Machine-Learning-Indoor-Positioning is a tool that helps you find your location indoors using your WiFi connection. It uses machine learning techniques like KNN, SVM, Decision Trees, Random Forest, Linear Regression, and Ridge Regression to estimate your building, floor, and position based on WiFi signals.
Follow these steps to get started with the application:
- Visit the Release Page: Go to our Releases page.
- Download the Application: Find the latest version and download the appropriate file for your device.
To run this application, make sure your device meets the following requirements:
- Operating System: Windows 10 or later, macOS 10.14 or later, or a recent version of Linux.
- Memory: At least 4 GB of RAM.
- Storage: At least 100 MB of free disk space.
- Network: WiFi capability is essential for this application to function.
-
Download the Application:
- On the Releases page, click on the latest version.
- Choose the file suitable for your operating system and click the download button.
-
Locate the Downloaded File:
- Open your "Downloads" folder or the folder where your browser saves downloaded files.
-
Run the Installer:
- For Windows, double-click the
.exefile. - For macOS, open the
.dmgfile and drag the application into your "Applications" folder. - For Linux, follow your distributionβs guidelines for installation.
- For Windows, double-click the
-
Follow On-Screen Instructions:
- Follow the prompts to complete the installation process.
-
Launch the Application:
- Open the application from your "Applications" folder or start menu.

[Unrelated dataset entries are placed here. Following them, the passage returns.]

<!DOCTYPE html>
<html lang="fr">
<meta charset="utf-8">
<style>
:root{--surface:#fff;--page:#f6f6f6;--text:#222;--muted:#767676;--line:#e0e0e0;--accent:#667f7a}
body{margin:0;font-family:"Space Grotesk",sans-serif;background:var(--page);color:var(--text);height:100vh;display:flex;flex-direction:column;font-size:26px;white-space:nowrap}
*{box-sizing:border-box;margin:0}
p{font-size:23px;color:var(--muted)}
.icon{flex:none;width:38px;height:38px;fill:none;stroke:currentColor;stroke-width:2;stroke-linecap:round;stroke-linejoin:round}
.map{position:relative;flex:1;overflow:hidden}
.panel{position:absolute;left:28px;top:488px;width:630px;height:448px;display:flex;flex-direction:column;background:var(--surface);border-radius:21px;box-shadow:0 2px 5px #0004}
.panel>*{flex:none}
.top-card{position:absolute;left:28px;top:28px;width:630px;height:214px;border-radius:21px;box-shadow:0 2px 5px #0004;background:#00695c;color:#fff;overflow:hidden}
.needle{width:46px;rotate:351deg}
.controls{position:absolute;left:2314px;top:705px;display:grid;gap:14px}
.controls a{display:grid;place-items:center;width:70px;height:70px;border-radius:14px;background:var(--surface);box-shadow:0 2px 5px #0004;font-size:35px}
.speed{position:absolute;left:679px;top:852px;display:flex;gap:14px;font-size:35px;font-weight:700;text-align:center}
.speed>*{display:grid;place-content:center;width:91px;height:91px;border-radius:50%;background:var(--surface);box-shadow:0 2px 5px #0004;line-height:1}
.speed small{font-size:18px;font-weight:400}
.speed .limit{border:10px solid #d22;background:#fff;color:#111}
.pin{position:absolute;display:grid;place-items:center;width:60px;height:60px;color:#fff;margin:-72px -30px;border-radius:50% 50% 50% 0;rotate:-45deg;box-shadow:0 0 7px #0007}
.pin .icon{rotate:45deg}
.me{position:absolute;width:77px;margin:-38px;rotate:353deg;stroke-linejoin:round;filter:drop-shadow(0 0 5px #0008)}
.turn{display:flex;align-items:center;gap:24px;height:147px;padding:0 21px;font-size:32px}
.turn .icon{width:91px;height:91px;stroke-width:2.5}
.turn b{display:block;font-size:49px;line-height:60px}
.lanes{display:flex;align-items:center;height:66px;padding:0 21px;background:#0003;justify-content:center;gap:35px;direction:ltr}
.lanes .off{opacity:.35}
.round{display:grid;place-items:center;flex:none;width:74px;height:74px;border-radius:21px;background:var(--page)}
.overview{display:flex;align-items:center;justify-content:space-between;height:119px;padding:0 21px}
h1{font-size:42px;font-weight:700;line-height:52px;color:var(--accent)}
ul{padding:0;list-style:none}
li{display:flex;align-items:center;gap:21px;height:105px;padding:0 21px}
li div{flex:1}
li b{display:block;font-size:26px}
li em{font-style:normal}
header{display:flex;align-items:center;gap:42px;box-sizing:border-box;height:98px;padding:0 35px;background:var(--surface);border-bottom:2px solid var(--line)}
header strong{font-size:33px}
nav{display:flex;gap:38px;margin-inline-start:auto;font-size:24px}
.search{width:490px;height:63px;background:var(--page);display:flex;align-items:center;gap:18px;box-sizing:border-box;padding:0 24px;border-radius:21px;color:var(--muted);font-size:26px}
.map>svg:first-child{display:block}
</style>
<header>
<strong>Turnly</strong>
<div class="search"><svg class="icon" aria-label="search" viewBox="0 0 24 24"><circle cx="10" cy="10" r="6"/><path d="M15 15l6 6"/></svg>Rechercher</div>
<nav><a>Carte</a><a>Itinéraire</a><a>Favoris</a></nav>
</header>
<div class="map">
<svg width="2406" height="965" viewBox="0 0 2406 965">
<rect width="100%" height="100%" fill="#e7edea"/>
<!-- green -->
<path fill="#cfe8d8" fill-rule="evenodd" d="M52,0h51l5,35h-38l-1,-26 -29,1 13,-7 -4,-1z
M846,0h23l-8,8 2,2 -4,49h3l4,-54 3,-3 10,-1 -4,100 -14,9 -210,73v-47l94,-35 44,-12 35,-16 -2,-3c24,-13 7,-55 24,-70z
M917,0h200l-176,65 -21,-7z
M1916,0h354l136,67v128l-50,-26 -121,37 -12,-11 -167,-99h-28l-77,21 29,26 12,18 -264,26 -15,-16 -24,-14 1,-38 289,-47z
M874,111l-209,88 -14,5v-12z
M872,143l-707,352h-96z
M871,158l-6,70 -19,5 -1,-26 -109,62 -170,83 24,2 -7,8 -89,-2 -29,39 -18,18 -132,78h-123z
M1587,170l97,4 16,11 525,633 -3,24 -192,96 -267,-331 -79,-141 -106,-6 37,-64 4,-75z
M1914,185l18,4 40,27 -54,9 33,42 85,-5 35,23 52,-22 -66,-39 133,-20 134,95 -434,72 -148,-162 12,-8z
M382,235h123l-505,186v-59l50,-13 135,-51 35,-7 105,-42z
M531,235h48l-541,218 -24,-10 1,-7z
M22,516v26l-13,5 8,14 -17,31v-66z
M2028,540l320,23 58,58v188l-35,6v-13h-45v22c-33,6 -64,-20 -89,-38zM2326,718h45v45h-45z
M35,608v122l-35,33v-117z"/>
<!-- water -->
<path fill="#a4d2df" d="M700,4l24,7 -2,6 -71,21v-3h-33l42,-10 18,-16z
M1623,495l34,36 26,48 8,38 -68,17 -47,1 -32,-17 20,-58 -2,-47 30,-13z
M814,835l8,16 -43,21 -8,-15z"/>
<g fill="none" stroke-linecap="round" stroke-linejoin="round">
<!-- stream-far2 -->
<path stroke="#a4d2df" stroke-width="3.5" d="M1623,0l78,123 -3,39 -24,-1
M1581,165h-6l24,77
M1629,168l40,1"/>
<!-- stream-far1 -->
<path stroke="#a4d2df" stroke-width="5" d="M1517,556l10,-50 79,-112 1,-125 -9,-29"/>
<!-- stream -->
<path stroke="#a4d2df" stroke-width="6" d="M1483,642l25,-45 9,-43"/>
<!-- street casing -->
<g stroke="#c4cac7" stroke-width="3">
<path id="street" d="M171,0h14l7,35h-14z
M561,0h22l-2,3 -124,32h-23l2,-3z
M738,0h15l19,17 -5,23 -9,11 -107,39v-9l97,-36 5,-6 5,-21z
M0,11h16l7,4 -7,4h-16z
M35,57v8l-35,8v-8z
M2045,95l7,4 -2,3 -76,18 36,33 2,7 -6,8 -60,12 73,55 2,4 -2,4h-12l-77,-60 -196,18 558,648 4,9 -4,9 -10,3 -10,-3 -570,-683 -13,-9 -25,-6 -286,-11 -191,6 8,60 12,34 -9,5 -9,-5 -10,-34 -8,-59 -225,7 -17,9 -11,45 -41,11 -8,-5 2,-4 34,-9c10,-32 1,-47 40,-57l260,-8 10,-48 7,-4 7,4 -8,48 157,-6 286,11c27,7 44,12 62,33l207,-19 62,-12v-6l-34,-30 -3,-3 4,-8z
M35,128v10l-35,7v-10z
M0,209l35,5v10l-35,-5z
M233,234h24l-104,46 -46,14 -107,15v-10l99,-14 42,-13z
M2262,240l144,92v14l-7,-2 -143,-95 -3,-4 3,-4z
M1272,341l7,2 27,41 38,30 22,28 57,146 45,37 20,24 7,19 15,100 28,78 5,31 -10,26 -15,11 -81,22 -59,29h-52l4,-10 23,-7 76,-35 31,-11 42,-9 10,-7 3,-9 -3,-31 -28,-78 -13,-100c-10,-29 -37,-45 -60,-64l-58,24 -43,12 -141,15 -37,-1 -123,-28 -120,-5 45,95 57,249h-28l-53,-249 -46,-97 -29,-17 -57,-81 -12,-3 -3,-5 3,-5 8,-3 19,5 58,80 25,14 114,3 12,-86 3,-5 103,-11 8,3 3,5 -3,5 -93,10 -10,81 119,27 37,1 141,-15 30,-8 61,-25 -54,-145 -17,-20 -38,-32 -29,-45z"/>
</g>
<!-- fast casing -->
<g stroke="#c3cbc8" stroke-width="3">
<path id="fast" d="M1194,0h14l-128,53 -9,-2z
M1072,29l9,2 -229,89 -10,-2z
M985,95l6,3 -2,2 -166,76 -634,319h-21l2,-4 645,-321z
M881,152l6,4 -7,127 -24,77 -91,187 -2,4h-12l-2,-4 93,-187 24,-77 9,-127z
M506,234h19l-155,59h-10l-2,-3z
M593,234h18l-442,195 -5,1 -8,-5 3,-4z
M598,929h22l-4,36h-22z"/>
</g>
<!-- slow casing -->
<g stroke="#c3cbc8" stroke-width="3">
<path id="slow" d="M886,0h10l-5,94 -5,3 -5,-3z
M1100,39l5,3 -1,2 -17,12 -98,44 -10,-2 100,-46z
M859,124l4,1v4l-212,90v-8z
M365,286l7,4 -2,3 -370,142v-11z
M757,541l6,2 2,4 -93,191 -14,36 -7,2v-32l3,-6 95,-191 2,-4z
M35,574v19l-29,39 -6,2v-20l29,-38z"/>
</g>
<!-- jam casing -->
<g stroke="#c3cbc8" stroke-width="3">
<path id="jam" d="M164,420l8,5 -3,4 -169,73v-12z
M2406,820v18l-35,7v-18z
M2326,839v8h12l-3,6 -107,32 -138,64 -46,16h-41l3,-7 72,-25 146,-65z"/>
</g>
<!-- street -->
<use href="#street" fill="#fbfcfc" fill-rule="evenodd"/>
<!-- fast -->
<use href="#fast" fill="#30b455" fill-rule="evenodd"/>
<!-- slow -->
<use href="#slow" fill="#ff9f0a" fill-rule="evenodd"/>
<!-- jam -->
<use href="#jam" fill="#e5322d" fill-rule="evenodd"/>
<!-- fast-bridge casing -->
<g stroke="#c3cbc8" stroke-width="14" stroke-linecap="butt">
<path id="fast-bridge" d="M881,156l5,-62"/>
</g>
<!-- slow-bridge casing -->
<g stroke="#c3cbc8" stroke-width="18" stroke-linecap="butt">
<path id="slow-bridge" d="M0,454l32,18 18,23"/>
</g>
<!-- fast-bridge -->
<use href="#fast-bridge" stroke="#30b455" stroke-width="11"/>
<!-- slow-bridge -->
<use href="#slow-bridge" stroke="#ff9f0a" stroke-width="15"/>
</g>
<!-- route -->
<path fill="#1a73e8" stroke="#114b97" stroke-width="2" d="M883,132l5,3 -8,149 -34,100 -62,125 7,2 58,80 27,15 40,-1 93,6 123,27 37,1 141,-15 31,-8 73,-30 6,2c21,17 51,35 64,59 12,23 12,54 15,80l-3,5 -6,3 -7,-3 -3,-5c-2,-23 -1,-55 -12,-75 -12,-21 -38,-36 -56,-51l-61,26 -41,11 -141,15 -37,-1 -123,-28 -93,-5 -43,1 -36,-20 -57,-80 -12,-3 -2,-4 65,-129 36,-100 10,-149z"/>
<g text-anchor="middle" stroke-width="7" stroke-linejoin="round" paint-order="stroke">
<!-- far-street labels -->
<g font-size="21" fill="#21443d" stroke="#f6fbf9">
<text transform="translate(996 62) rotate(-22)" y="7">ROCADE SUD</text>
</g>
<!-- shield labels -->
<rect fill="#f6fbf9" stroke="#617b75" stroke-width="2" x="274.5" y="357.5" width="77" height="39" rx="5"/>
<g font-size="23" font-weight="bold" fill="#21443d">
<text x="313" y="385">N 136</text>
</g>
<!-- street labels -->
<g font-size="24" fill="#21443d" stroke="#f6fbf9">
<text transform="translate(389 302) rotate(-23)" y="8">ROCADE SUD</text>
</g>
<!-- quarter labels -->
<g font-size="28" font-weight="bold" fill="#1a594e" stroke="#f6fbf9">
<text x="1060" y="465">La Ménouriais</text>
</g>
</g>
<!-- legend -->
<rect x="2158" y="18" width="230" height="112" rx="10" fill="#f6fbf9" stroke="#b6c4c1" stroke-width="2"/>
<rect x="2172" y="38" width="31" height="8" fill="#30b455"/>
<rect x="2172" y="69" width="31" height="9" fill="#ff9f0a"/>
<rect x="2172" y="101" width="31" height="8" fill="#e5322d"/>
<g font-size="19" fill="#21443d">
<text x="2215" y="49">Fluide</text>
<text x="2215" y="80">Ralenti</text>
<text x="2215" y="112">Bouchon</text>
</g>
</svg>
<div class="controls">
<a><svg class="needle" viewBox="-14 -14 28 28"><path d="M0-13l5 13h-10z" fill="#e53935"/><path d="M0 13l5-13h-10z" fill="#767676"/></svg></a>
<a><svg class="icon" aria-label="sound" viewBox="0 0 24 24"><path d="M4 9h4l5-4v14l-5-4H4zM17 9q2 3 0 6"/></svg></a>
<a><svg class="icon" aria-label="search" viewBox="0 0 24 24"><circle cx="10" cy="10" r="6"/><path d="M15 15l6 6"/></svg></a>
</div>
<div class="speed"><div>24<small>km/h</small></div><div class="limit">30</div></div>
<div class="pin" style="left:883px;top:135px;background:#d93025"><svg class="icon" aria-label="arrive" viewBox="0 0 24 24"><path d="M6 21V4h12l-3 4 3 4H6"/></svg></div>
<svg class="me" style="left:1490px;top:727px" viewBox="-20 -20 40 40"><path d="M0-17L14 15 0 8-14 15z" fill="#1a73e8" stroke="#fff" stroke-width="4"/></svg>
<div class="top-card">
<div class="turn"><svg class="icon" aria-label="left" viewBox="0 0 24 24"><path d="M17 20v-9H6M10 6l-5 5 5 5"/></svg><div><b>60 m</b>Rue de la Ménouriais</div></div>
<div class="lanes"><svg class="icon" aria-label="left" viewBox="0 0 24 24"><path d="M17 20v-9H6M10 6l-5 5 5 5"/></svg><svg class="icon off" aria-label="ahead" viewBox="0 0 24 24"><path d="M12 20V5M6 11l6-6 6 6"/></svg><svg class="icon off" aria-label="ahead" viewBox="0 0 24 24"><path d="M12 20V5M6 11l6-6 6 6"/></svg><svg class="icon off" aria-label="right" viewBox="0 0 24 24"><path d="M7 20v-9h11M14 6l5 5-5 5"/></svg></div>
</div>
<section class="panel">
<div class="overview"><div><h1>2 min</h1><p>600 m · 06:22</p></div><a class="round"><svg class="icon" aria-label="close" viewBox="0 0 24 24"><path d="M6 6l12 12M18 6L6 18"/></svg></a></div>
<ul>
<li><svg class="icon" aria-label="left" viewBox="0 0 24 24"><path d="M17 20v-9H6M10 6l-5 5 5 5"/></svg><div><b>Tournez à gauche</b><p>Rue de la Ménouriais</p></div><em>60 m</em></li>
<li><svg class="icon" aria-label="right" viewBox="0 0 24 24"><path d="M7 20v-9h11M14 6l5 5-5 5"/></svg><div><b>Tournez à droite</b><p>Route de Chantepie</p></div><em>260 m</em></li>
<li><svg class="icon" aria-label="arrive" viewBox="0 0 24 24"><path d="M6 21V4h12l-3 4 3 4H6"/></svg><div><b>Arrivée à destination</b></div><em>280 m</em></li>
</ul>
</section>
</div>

Once you have the application running:
- Connect to a WiFi network.
- Allow the app to access WiFi and location data.
- The app will use WiFi signals to determine your indoor position.
- You will see your estimated location displayed on the screen.
- KNN and SVM Algorithms: Uses these algorithms for precise indoor positioning.
- Multiple Estimation Methods: Able to estimate position based on different approaches, providing flexibility based on your needs.
- User-Friendly Interface: Designed for easy navigation, even for non-technical users.
- Real-Time Updates: Regular updates through the GitHub releases ensure you have the latest features and bug fixes.
If you encounter any issues:
- Ensure your WiFi connection is strong and stable.
- Restart the application if it does not find your location.
- Check the installation guide to ensure you've installed the application correctly.
For support, please open an issue on the GitHub Issues page. We strive to respond within 48 hours.
Thanks to all contributors for their hard work in making this project possible. Your efforts are highly appreciated.
We welcome feedback to improve the application. If you have suggestions or comments, please reach out via our GitHub page or leave your feedback on the Issues page.
Enjoy using Machine-Learning-Indoor-Positioning to discover your indoor surroundings.